Carlitos, el niño de la novela, es un tipito astuto y sensible. Un observador de la vida y de las marcas comerciales que rodean esa vida, un amante de la belleza, un romántico que posa sus ojos en mujeres delgadas que visten batas de seda azul. Mariana tenía 28 años cuando Carlitos la vio por vez primera. Era la mamá de Jimmy, su mejor amigo de la escuela.
La novela transcurre en un México machista de mitad del siglo XX, donde las mujeres son tratadas como carne lista para ser devorada, provocadoras de la indecencia, madres abnegadas, esposas preocupadas por el que dirán, busconas naturales, generadoras del pecado. Y no sólo es el machismo, es el clasismo; los mediopelo, los muertosdehambre, los que hablan inglés y los que venden chicles. Los que van a escuelas públicas y los que tienen recursos para pagar educación privada.
Vemos a una colonia Roma popular, ñera que empieza con la pretensión, el blofeo, donde los papás, que han fracasado con sus empresas filiales porque los gringos han hecho esa otra conquista, se venden a las trasnacionales que lo comen todo. Este hombre de familia se esclaviza al mejor postor norteamericano en pos de mantener la casa grande y la casa chica. Un papá luchón que aprende inglés por las noches escuchando audiolibros y a base de repetición.
Los hermanos mayores como Héctor, por otro lado, después de la vagancia y la fuma de porros con los cuates de la esquina, se convierten en hombres calvos y entrajeados; respetables pues, y ya nadie recuerda, porque no importa, que era un abusador de sirvientas: carne de gata, buena y barata, se decía mientras intentaba entrar al cuarto de servicio que yacía en la azotea.
Carlitos ve todo, es parte de todo, pero aún en el estado de infancia en el que se encuentra, aún con esa pretensión eyaculatoria que lo persigue, es sensible y crítico; ama a Mariana. Ella no sólo es hermosa, es amable. No se parece a ninguna otra mamá y a ninguna otra mujer que Carlitos haya conocido. Muy edípico el asunto.
De más joven, porque aún me considero joven, me pregunté por qué se llamaba las Batallas en el Desierto. Tardé tres lecturas en llegar a la respuesta.
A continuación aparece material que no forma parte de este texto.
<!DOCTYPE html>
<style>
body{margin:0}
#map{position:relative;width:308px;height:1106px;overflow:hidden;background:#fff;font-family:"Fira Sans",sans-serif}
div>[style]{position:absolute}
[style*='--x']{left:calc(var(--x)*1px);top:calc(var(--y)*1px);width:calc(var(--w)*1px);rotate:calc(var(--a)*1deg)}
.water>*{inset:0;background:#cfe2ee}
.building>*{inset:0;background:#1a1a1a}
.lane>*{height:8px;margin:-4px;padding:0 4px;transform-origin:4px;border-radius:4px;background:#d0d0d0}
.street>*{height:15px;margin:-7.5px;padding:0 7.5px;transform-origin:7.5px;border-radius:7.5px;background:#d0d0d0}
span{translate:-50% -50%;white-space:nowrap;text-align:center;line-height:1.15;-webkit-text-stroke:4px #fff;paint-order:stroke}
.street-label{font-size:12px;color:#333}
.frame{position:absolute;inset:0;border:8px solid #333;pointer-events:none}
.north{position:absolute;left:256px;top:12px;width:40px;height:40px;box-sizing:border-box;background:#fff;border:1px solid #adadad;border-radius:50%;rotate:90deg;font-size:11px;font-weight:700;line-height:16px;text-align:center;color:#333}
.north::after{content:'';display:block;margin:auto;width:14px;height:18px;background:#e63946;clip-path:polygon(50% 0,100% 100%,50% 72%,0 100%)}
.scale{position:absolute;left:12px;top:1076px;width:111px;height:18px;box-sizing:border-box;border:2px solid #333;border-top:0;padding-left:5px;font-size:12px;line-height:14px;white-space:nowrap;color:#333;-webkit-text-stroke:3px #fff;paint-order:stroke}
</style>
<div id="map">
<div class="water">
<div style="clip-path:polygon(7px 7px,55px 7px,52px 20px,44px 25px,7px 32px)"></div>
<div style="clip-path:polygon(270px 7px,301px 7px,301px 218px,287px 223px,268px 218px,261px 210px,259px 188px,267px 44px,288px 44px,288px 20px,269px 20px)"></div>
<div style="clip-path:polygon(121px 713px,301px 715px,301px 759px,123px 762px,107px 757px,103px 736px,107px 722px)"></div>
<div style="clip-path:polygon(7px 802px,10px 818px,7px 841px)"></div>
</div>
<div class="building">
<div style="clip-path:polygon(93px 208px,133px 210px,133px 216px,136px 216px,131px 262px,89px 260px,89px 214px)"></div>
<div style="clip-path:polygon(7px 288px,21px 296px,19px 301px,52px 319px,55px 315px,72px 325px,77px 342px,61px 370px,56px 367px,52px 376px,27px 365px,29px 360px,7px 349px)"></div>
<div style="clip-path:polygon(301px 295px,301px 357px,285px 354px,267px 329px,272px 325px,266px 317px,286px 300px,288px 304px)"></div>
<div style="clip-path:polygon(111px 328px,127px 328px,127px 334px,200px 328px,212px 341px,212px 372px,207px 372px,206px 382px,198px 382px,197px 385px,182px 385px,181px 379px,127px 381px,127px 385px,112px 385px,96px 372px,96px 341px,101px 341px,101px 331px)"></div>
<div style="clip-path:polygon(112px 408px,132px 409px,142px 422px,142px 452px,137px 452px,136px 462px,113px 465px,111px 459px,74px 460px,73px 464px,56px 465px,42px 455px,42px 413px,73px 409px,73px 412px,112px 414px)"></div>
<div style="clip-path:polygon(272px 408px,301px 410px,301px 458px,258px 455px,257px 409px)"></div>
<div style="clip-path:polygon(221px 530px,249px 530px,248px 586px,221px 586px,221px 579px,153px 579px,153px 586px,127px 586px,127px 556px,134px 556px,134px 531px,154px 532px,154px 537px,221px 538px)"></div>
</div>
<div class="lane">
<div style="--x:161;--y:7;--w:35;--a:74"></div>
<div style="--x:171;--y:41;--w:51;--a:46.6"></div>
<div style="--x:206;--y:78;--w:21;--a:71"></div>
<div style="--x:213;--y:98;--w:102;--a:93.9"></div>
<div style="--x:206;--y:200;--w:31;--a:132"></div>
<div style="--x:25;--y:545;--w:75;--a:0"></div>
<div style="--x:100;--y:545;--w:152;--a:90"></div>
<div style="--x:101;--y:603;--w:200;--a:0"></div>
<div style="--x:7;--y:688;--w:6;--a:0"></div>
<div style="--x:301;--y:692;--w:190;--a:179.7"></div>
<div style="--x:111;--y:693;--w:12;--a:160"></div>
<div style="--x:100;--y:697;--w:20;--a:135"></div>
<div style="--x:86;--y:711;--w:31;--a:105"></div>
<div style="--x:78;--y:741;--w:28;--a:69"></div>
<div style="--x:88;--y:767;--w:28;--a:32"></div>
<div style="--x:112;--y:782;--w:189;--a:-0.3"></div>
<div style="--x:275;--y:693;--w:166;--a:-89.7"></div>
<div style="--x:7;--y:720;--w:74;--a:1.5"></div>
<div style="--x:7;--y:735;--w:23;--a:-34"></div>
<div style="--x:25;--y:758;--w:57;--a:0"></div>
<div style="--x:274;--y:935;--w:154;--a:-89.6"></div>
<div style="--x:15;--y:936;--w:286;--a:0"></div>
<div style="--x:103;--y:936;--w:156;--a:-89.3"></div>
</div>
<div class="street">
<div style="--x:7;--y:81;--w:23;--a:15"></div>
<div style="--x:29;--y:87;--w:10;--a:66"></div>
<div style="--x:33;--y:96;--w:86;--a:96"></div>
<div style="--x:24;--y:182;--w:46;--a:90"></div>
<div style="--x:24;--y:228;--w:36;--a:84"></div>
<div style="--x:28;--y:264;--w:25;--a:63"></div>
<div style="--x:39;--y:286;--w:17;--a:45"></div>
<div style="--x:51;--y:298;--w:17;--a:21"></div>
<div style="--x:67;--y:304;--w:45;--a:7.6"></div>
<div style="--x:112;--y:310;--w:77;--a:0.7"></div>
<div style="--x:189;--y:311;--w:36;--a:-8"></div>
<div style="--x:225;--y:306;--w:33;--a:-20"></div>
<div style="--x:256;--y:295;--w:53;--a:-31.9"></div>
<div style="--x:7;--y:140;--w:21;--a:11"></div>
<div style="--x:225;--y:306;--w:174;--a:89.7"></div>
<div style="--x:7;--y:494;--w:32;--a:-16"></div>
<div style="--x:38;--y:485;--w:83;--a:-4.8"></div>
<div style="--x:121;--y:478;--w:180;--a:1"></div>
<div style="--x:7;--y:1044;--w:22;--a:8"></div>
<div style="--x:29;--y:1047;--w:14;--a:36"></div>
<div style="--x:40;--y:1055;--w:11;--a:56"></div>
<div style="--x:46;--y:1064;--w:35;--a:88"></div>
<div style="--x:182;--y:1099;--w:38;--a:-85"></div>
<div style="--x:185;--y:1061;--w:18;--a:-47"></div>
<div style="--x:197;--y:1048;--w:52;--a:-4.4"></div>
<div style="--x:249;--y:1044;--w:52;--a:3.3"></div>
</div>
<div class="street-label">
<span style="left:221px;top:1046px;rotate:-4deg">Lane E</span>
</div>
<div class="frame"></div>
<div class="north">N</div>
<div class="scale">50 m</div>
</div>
Lo que no encontré, pese a entregarme con mayor comprensión lectora, es saber qué pasó realmente con Mariana. ¿Por qué negaron todos su existencia una vez que ella —perdón por el spoiler— se suicidó? Quizá así lo quiso el autor. Lo más cercano que puede ofrecer la ficción cuando imita la vida es no darnos todas las respuestas, pero sí regalarnos algunas preguntas.
Carlitos, ese tipito corrientón de 10 años es quien nos cuenta la historia entrecruzada de él y Mariana. Eso queda claro desde el principio; narrador en primera persona. La sorpresa es que leemos esa historia medio siglo después de haber sucedido, ya que ese chamaco inquieto tiene ahora 62 años y sigue añorando a su primer amor. Creo, con el riesgo de caer en la cursilería, que ese tal Carlitos es el mismísimo José Emilio Pacheco revelándonos su secreto amoroso.
En el último día del mundo diré tu nombre (¿habla de ti, Mariana?), es lo que se le oía decir quedito y despacio a un José Emilio de párpados cansados que transitaba gris por los pasillos de las entrevistas, entre los rincones de sus poemarios apilados en todas las librerías, en las aristas de sus frases que sueltan verdades dolorosas como la pérdida de lo perdido, como la vejez que no arranca la memoria.
No hay mejor nombre para un gato que Carlitos.